If $$\mu =0$$ and (A1)(A2) are satisfied, then for every $$\lambda >0$$ problem (1.1) has at least one positive solution;

2. (ii)

If $$\lambda =0$$ and (B1)(B2) are satisfied, then there exists $$\mu ^{*}>0$$ such that, for every $$\mu >\mu ^{*}$$, problem (1.1) has at least one positive solution;

3. (iii)

If $$\lambda =0$$ and (B1)(B3) are satisfied, then there exists $$\mu ^{*}>0$$ such that, for every $$\mu >\mu ^{*}$$, problem (1.1) has at least two positive solutions;

4. (iv)

If (A1)(A3) and (B1)(B3) are satisfied, then there exist $$\mu ^{*}>0$$ and a function $$\lambda (\cdot ):(\mu ^{*},+\infty )\rightarrow \mathbb{R}$$ such that, for every $$\mu >\mu ^{*}$$, $$\lambda \in (0,\lambda (\mu ))$$, problem (1.1) has at least three positive solutions.

### Proof

Step 1. An equivalent problem. Fix $$\lambda \geq 0$$ and $$\mu \geq 0$$. Assume (H), (A2) ($$\lambda >0$$) and (B2) ($$\mu >0$$). Define the functions $$\bar{a},\bar{b},\bar{f}:\mathbb{T}\times [-\frac{N-1}{2}, \frac{N-1}{2}]\rightarrow \mathbb{R}$$ by

\begin{aligned}& \bar{a}(t,x)= \textstyle\begin{cases} a(t,0), &-\frac{N-1}{2}\leq x< 0, \\ a(t,x), &0\leq x\leq \frac{N-1}{2}, \end{cases}\displaystyle \\& \bar{b}(t,x)= \textstyle\begin{cases} b(t,0), &-\frac{N-1}{2}\leq x< 0, \\ b(t,x), &0\leq x\leq \frac{N-1}{2}, \end{cases}\displaystyle \end{aligned}

and $$\bar{f}=\lambda \bar{a}+\mu \bar{b}$$.

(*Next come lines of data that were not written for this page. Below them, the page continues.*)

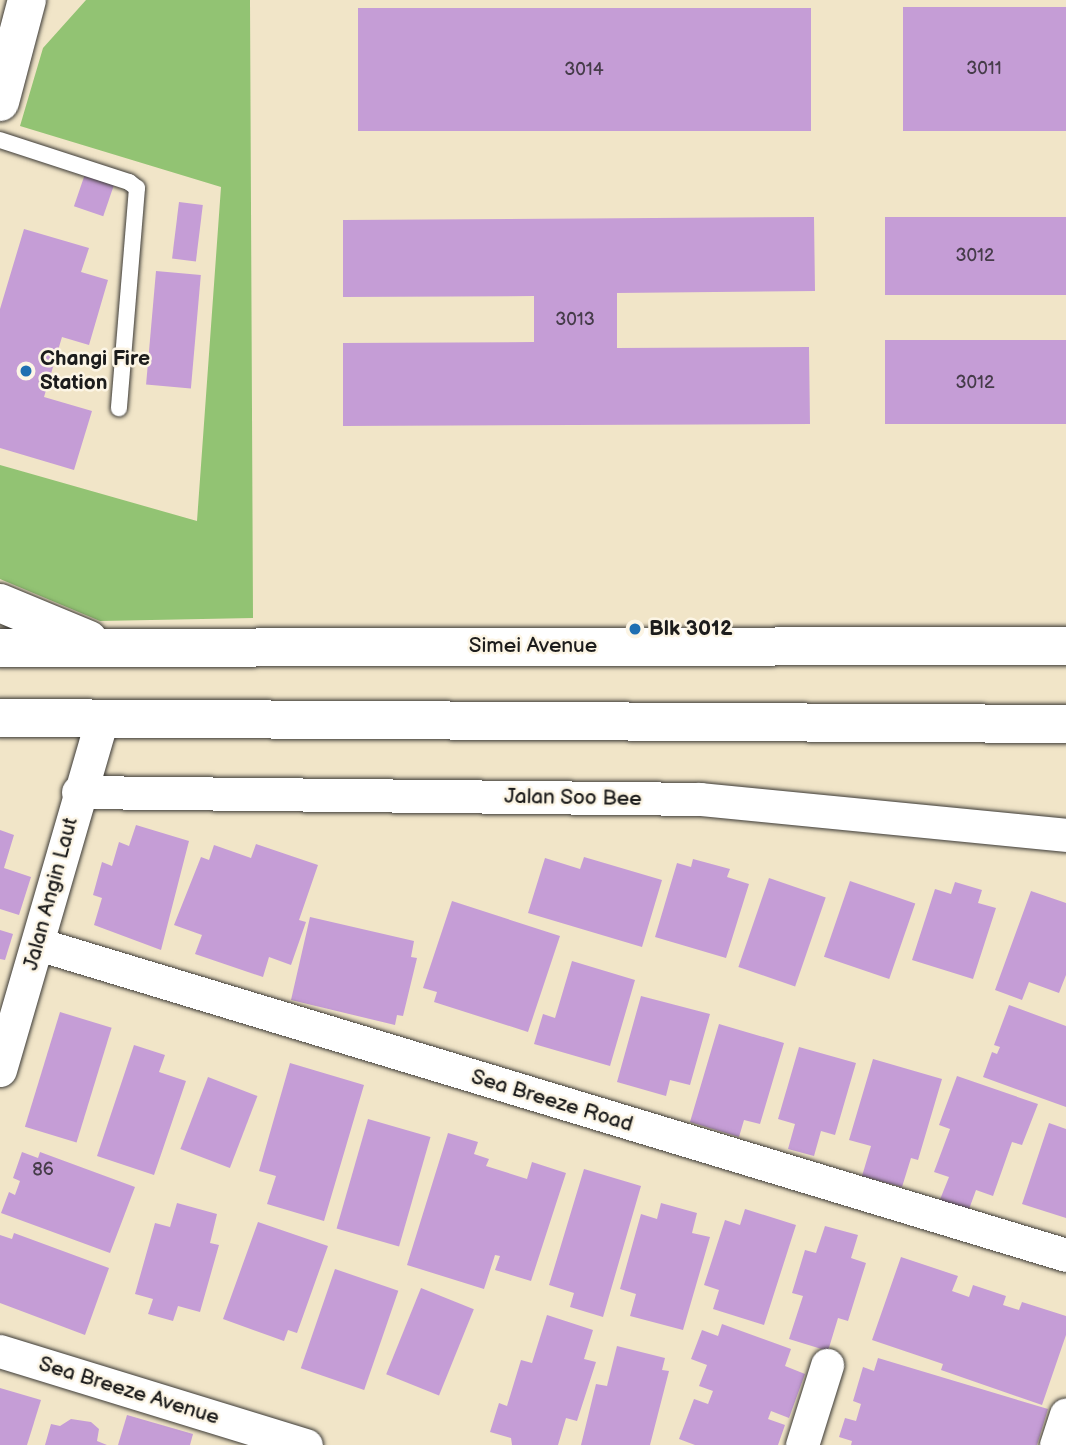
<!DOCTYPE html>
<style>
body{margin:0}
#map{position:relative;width:1066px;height:1445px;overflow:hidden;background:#f1e5c8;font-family:"Balsamiq Sans",sans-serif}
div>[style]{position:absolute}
.green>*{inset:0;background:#92c373}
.building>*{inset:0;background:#c59dd6;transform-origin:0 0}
.roads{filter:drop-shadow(0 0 2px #3c3a36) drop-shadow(0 0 2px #3c3a36)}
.lane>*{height:16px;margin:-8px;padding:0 8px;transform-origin:8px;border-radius:8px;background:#fff}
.street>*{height:33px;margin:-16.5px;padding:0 16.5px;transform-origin:16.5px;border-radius:16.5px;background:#fff}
.secondary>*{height:38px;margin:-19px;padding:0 19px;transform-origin:19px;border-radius:19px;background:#fff}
.primary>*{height:38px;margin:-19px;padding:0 19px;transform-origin:19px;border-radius:19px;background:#fff}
.dots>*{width:19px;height:19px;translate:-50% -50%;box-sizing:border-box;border:4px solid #fcf5e5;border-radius:50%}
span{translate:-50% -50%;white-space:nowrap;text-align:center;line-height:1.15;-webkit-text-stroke:5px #fcf5e5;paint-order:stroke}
.number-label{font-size:18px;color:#463c4a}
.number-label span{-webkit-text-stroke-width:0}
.poi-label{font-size:21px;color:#1c1c1c;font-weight:700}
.left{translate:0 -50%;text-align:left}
.street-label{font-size:21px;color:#1c1c1c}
</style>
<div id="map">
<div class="green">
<div style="clip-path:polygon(86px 0,250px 0,253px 618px,100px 621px,0 579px,0 465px,197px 521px,221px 187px,20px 126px,43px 48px)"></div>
</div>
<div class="building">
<div style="left:1066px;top:7px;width:124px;height:163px;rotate:90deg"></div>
<div style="left:811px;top:8px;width:123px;height:453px;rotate:90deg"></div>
<div style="left:85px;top:174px;width:31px;height:34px;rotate:19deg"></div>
<div style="left:179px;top:202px;width:24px;height:57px;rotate:7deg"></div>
<div style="clip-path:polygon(814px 217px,815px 291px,617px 293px,617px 348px,809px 347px,810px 424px,343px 426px,343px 343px,534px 342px,534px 296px,343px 297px,343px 220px)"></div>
<div style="left:1066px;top:217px;width:78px;height:181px;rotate:90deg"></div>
<div style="clip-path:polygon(24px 229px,89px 248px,81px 272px,108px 280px,89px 345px,62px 337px,44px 397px,92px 411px,74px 470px,0 448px,0 309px)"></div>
<div style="left:156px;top:271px;width:45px;height:114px;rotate:5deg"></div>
<div style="left:1066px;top:340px;width:84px;height:181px;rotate:90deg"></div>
<div style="clip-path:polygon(136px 825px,189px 841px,161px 950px,94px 925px,102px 898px,93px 895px,102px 862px,112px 866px,119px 842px,129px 846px)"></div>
<div style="clip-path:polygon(0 830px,14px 835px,4px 868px,31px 877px,19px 915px,0 909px)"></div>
<div style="clip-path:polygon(256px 844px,318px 865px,299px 920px,306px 922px,291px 965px,269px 957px,263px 977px,195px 954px,202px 935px,174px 925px,201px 857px,209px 860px,214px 845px,251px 858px)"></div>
<div style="clip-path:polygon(584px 857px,662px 880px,642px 947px,528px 913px,545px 858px,580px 869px)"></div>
<div style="clip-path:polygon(693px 859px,730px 869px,727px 877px,749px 884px,726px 958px,655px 937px,677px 863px,691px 867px)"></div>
<div style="left:769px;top:878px;width:60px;height:94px;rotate:19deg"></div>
<div style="left:850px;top:881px;width:69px;height:80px;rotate:19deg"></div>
<div style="clip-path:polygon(955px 882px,982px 890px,978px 903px,996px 908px,973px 979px,912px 960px,935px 889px,951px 894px)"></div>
<div style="clip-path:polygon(1031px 891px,1066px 903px,1066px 975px,1059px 993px,1029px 982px,1022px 1000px,995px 990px)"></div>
<div style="clip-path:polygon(452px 901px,560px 936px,528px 1032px,434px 1002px,437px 992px,423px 988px)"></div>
<div style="clip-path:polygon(310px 917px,414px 941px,411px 957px,417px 958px,403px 1016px,397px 1015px,395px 1025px,291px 1000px)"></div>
<div style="clip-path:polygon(0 930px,13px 934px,5px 960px,0 959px)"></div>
<div style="clip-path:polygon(572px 961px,635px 980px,610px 1066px,534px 1044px,543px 1014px,555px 1018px)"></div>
<div style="clip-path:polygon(641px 996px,710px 1014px,690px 1085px,670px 1080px,666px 1096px,617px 1082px)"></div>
<div style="clip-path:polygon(1009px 1005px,1066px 1026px,1066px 1107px,983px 1077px,992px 1052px,997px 1054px,1000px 1047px,994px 1045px)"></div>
<div style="left:60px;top:1012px;width:54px;height:120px;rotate:17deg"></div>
<div style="clip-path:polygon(719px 1024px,784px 1043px,760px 1124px,744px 1120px,739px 1137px,690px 1122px)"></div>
<div style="clip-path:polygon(134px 1045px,165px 1055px,159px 1072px,186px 1081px,154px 1175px,97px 1156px)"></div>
<div style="clip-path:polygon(799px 1047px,856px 1063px,835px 1135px,821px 1131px,814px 1156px,788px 1149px,795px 1124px,778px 1119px)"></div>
<div style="clip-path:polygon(873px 1059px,942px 1079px,918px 1160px,911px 1158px,902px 1187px,862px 1176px,871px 1146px,849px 1140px)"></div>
<div style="clip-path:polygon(290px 1063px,364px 1085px,324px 1221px,267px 1204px,276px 1176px,259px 1171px)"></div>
<div style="clip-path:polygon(957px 1076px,1038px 1104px,1022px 1145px,1012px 1142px,993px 1196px,976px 1190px,968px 1212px,939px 1202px,949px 1177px,934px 1172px,950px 1129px,939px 1125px)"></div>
<div style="left:208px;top:1077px;width:53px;height:77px;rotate:21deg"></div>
<div style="left:368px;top:1119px;width:65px;height:114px;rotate:16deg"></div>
<div style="clip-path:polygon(1049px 1123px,1066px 1129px,1066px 1218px,1022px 1204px)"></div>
<div style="clip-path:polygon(448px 1133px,478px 1142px,474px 1154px,489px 1159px,486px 1166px,527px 1179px,532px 1162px,566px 1173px,531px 1281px,495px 1270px,500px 1256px,495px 1255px,484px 1289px,407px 1265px)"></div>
<div style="clip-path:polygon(22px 1152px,38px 1158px,40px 1152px,135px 1187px,110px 1253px,1px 1213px,9px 1192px,15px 1195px,20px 1181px,13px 1178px)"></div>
<div style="clip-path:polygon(584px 1169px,641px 1186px,603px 1317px,570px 1307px,574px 1293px,549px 1285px)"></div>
<div style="clip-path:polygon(177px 1203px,217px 1214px,210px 1243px,219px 1245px,200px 1312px,178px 1306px,173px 1321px,148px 1314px,153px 1299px,135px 1294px,155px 1223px,170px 1227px)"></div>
<div style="clip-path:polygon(661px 1203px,697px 1213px,692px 1233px,710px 1237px,683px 1330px,630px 1316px,636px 1294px,620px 1289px,641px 1214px,657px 1219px)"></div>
<div style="clip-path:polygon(745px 1209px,796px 1225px,764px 1325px,713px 1309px,719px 1290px,704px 1285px,725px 1220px,740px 1225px)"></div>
<div style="clip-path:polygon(258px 1222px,328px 1246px,297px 1333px,288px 1330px,284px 1341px,223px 1319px)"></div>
<div style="clip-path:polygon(825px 1226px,858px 1235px,851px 1258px,866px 1263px,848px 1321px,838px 1318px,828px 1351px,789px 1339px,803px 1296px,792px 1293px,805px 1250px,816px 1253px)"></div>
<div style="clip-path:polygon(14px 1233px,109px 1268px,85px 1335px,0 1303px,0 1235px,12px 1239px)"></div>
<div style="clip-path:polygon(901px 1257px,958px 1276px,952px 1291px,969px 1297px,973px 1285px,1006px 1296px,1003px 1305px,1019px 1310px,1022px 1302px,1066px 1316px,1066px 1335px,1042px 1405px,941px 1370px,943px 1364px,872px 1340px)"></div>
<div style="left:335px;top:1269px;width:67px;height:105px;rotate:19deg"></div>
<div style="left:421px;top:1288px;width:57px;height:93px;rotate:22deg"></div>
<div style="clip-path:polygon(547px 1315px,593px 1330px,584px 1359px,596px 1362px,577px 1421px,566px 1418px,558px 1445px,512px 1445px,511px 1438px,490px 1432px,499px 1403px,507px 1406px,521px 1360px,532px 1363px)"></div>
<div style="clip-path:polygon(722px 1324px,791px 1349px,785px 1366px,805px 1374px,789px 1418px,771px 1411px,768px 1419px,785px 1425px,778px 1445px,695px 1445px,679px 1439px,694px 1399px,708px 1404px,713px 1391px,699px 1386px,707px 1365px,691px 1359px,702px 1330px,718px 1336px)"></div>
<div style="clip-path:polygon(617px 1346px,665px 1358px,662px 1370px,669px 1371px,650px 1445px,581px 1445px,596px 1384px,607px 1386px)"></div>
<div style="clip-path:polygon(878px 1358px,1048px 1409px,1037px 1445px,851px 1445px,852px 1441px,839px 1437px,845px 1418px,856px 1421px,861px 1404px,853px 1401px,863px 1367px,874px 1371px)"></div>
<div style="clip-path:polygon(0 1388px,41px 1400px,27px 1445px,0 1445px)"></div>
<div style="clip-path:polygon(127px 1415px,193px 1434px,190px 1445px,118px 1445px)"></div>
<div style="clip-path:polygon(71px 1419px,91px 1422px,99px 1429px,97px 1441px,107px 1445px,45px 1445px,51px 1424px,60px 1426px)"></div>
</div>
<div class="roads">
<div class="lane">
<div style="left:0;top:140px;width:136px;rotate:18deg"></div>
<div style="left:129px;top:182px;width:10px;rotate:37deg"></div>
<div style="left:137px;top:188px;width:221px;rotate:94.7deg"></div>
</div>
<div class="street">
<div style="left:78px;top:792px;width:622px;rotate:0.64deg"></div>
<div style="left:700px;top:799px;width:368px;rotate:5.6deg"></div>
<div style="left:38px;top:944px;width:1074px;rotate:16.83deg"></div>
<div style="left:0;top:1070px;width:366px;rotate:-73.8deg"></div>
<div style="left:0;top:1351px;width:320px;rotate:17.1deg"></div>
<div style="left:802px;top:1445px;width:84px;rotate:-72.6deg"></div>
<div style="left:1056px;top:1445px;width:32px;rotate:-72deg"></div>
</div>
<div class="secondary">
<div style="left:0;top:102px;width:106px;rotate:-75.2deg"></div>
</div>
<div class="primary">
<div style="left:0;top:603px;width:96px;rotate:22.6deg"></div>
<div style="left:0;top:648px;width:1066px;rotate:-0.11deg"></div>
<div style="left:0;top:718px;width:1066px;rotate:0.32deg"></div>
</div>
</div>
<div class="dots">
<div style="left:26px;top:371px;background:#1f6fb2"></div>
<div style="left:635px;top:629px;background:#1f6fb2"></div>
</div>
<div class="number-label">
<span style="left:984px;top:69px">3011</span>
<span style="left:584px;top:70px">3014</span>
<span style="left:975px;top:256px">3012</span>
<span style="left:575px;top:320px">3013</span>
<span style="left:975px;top:383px">3012</span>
<span style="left:43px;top:1170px">86</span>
</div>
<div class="poi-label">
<span class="left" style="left:40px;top:371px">Changi Fire<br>Station</span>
<span class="left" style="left:649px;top:629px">Blk 3012</span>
</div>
<div class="street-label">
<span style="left:533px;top:646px">Simei Avenue</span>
<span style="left:573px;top:798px;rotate:1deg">Jalan Soo Bee</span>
<span style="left:51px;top:894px;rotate:-75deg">Jalan Angin Laut</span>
<span style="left:552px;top:1101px;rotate:17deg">Sea Breeze Road</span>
<span style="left:129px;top:1391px;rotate:17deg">Sea Breeze Avenue</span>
</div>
</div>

Notice that any nontrivial solution u of the Dirichlet problem

$$\textstyle\begin{cases} -\nabla [\phi (\triangle u(t))]=\lambda \bar{a}(t,u(t))+\mu \bar{b}(t,u(t)), \quad t\in \mathbb{T}, \\ u(1)=u(N)=0 \end{cases}$$
(3.1)

is positive. Indeed, as $$\bar{f}(t,x)\geq 0$$ for all $$t\in \mathbb{T}$$, $$x\in [-\frac{N-1}{2},0]$$, multiplying the equation in (3.1) by $$\mathbf{u}^{-}:=-\min \{\mathbf{u},\mathbf{0}\}$$ and summing by parts, we have

\begin{aligned} 0&\leq \sum_{t=1}^{N} \bar{f}(t,u)u^{-}=-\sum_{t=1}^{N} \nabla \bigl[\phi (\triangle u)\bigr]u^{-}=\sum _{t=1}^{N-1} \phi ( \triangle u)\triangle \bigl(u^{-}\bigr) \\ &=-\sum_{t=1}^{N-1} \phi \bigl( \triangle \bigl(u^{-}\bigr)\bigr)\triangle \bigl(u^{-}\bigr)\leq 0, \end{aligned}

and hence $$\triangle (\mathbf{u}^{-})=0$$. As $$u(1)^{-}=u(N)^{-}=0$$, we conclude that $$\mathbf{u}^{-}=0$$. Therefore u is a positive solution of (1.1) if and only if it is a nontrivial solution of (3.1).

We set

$$D=\bigl\{ \mathbf{u}\in Y: \vert \triangle \mathbf{u} \vert _{\infty }< 1\bigr\}$$

and denote $$K:\mathbb{R}^{N}\rightarrow Y$$ that sends any vector v onto the unique solution $$\mathbf{w}\in Y$$ of

$$\textstyle\begin{cases} -\nabla [\phi (\triangle w(t))]=v(t), \quad t\in \mathbb{T}, \\ w(1)=w(N)=0. \end{cases}$$

The operator $$N_{\lambda ,\mu }:\bar{D}\rightarrow \mathbb{R}^{N}$$ is defined by

$$N_{\lambda ,\mu }(u)=\bar{f}(\cdot ,u),$$

and the operator $$F_{\lambda ,\mu }=K\circ N_{\lambda ,\mu }$$ is completely continuous because Y is a finite dimensional space. Obviously, a function u is a positive solution of (3.1) if and only if $$\mathbf{u}\in D$$ is a nontrivial fixed point of $$F_{\lambda ,\mu }$$.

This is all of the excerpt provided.